## AIM OF THE TASK
All lines in the listing below that hold the string "white" are to be tallied, with only the total reported.

## DATA LISTING
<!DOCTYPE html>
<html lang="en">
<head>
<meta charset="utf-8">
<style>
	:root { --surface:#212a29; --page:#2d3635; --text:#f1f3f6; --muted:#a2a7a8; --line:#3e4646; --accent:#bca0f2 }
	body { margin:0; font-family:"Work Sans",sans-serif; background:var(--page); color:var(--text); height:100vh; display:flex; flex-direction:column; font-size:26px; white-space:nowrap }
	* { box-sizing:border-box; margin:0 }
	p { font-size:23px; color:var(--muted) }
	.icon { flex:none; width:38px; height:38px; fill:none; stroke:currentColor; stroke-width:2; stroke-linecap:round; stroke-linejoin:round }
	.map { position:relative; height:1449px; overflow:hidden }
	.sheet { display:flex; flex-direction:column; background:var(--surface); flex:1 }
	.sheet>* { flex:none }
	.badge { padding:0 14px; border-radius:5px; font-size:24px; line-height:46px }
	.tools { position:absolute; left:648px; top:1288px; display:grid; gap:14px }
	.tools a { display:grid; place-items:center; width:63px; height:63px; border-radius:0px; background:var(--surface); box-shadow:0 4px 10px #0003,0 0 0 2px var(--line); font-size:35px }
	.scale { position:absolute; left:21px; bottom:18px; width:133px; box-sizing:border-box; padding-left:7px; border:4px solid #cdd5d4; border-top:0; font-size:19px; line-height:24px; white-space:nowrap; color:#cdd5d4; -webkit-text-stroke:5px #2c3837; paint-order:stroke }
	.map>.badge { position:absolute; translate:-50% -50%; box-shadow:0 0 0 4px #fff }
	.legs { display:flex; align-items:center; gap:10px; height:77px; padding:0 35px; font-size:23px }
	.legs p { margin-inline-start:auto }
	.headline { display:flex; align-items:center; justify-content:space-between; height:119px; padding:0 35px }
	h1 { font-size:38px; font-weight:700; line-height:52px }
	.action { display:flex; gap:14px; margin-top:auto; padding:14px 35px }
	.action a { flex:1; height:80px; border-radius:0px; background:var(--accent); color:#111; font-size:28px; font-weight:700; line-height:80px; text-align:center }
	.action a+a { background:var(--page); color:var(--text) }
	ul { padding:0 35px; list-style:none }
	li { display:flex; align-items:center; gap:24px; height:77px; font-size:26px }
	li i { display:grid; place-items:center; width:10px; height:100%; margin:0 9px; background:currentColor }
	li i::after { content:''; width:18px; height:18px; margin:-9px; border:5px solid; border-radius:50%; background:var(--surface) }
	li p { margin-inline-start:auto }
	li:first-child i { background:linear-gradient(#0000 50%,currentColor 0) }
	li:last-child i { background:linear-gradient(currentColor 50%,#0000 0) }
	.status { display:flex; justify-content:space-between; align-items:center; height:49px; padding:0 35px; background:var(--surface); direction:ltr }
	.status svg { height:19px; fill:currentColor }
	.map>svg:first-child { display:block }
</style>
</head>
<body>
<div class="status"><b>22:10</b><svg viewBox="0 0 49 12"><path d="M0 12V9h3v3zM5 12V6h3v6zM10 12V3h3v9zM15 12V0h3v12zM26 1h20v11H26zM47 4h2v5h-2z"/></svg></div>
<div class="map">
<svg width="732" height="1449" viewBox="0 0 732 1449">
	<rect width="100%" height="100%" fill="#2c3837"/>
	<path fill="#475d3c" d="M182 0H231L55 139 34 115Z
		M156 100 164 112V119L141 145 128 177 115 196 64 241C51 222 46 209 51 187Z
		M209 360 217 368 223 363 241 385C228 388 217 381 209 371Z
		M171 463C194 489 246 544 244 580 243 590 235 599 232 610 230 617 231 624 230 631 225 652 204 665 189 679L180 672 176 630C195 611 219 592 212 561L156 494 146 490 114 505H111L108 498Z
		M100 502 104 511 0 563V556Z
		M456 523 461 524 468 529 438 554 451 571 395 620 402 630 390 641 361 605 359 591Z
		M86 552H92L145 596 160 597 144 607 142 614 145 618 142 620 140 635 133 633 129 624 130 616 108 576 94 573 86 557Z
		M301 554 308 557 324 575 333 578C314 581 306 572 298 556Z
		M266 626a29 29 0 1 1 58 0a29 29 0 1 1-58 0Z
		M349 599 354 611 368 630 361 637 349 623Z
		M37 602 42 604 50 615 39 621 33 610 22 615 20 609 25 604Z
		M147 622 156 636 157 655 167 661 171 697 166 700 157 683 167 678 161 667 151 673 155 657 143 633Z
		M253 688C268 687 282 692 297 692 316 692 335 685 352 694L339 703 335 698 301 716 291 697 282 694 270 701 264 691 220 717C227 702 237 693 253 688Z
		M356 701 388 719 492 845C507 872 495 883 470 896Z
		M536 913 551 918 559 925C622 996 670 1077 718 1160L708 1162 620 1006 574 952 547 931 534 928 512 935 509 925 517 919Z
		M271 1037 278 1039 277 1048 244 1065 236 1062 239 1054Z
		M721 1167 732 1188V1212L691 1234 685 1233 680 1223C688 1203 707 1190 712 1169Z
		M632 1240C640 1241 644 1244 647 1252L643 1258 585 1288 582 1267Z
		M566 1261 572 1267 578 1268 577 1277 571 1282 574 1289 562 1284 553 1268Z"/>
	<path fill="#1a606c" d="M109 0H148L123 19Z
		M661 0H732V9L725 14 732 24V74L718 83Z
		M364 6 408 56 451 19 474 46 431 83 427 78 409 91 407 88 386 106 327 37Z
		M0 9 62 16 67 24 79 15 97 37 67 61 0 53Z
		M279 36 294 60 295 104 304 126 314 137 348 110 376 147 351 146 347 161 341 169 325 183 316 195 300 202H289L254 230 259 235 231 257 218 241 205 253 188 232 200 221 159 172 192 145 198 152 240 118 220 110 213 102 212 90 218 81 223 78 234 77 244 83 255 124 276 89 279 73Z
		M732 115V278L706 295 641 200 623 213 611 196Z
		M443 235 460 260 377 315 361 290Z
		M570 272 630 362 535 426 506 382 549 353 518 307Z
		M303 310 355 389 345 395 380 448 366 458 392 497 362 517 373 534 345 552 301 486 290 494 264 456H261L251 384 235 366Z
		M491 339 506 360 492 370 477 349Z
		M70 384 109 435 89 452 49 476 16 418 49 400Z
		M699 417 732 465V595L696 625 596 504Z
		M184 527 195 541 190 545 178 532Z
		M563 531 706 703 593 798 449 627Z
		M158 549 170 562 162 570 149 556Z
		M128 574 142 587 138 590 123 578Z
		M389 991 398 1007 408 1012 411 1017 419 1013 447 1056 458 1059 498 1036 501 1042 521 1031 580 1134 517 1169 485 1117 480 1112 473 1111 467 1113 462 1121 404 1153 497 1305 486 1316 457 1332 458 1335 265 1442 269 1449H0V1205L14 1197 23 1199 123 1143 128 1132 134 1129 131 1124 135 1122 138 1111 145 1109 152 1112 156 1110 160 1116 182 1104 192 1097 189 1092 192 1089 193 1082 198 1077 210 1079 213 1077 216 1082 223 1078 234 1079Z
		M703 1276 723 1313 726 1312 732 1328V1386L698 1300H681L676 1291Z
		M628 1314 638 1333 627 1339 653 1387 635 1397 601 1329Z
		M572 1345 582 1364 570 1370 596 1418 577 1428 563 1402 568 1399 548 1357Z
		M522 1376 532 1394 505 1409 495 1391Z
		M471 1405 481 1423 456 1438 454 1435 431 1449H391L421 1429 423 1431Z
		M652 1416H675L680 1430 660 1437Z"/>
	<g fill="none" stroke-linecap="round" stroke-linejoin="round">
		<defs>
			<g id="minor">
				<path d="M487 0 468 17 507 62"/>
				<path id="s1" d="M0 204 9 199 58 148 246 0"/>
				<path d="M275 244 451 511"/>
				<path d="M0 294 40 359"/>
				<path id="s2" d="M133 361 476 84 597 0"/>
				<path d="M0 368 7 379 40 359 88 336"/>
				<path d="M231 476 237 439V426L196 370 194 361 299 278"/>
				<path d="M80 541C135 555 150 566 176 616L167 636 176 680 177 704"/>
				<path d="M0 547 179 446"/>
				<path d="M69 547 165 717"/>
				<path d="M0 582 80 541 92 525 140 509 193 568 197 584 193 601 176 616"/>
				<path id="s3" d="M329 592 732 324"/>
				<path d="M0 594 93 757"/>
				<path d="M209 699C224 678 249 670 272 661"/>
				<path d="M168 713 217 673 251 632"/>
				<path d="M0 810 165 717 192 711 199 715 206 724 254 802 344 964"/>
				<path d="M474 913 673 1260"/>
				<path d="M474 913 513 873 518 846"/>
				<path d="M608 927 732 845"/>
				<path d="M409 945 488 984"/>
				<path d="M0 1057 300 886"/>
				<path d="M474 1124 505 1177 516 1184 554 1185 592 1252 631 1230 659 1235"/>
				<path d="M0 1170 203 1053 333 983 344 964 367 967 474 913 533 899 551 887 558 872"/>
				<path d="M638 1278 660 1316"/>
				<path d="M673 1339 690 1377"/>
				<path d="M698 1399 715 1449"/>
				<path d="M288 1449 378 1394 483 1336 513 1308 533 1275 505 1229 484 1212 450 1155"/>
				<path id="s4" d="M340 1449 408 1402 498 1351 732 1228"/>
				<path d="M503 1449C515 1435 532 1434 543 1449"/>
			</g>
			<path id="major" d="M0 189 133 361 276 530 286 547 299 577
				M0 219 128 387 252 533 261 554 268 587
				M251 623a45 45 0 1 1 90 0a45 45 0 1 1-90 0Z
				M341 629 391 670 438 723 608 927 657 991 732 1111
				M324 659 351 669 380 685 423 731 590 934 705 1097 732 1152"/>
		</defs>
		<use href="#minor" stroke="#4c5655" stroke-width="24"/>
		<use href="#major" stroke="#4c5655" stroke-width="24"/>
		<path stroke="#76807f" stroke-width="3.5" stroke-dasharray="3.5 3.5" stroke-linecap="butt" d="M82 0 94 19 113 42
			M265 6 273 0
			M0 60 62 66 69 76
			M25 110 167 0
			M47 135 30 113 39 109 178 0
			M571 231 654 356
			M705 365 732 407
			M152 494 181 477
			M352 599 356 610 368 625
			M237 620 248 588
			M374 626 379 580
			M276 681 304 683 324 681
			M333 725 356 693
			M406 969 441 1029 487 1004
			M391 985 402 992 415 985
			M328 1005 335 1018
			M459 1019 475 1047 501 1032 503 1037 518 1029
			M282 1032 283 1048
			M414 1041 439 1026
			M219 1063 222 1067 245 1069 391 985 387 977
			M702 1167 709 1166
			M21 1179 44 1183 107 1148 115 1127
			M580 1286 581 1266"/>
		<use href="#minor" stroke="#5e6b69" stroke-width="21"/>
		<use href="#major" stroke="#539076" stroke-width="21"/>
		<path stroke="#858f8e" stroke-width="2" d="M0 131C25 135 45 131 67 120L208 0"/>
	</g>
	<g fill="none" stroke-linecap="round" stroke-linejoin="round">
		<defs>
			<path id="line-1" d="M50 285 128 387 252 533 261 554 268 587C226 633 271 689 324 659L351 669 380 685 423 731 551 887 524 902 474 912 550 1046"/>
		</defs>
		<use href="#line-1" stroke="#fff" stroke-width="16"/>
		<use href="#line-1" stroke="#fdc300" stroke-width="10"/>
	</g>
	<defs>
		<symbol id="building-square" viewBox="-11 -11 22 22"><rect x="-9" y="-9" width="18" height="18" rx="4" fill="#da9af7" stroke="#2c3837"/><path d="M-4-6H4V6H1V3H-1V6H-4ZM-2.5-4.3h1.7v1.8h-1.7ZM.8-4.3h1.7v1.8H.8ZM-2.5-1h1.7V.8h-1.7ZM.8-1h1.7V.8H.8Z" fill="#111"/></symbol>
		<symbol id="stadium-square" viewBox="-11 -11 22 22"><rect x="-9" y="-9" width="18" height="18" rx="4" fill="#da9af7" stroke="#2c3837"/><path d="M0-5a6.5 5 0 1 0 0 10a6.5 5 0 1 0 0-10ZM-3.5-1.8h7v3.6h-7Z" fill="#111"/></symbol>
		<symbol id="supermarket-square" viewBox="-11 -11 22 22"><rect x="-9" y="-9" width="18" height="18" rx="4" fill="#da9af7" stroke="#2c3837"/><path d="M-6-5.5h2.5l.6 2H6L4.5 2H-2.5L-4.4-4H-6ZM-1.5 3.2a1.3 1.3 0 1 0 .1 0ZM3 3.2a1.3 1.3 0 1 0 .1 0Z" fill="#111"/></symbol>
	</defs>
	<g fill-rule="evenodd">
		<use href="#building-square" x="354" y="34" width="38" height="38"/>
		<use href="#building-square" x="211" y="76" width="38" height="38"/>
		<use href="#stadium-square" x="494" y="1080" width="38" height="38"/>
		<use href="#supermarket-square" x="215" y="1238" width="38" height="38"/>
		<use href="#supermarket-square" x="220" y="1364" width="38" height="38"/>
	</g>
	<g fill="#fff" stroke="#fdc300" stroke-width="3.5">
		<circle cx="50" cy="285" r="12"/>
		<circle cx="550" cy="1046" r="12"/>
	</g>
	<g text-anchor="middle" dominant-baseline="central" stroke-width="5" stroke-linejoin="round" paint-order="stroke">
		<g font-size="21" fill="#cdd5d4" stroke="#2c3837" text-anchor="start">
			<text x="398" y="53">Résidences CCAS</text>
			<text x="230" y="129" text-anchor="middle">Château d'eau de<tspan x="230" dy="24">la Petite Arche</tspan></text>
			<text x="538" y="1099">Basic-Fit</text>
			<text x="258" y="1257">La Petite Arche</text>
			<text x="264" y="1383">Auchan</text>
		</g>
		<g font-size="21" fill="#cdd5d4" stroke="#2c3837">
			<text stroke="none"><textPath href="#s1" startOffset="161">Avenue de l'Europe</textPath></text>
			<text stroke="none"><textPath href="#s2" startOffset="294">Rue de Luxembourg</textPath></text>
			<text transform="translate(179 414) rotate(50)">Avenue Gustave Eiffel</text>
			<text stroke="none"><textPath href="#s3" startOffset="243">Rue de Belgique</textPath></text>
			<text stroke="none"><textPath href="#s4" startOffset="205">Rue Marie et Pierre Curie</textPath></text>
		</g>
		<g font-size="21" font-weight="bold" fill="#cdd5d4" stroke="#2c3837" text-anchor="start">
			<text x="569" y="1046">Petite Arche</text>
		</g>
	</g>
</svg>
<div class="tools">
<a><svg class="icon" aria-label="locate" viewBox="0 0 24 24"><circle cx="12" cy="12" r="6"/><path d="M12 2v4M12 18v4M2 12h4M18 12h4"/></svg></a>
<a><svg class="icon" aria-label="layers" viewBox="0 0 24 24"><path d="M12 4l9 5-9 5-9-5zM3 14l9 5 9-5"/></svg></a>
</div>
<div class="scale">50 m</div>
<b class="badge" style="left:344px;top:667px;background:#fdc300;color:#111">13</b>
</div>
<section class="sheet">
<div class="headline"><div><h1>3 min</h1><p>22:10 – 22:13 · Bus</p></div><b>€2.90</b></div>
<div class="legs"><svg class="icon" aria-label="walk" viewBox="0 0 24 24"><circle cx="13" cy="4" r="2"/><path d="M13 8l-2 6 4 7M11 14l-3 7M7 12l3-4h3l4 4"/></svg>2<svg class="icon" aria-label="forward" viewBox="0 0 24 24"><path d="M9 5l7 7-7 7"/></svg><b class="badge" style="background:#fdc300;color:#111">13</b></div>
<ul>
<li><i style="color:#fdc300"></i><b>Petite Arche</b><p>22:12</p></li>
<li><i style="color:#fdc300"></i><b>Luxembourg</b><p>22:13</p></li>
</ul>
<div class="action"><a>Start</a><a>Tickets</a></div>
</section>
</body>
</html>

## YOUR RESPONSE
2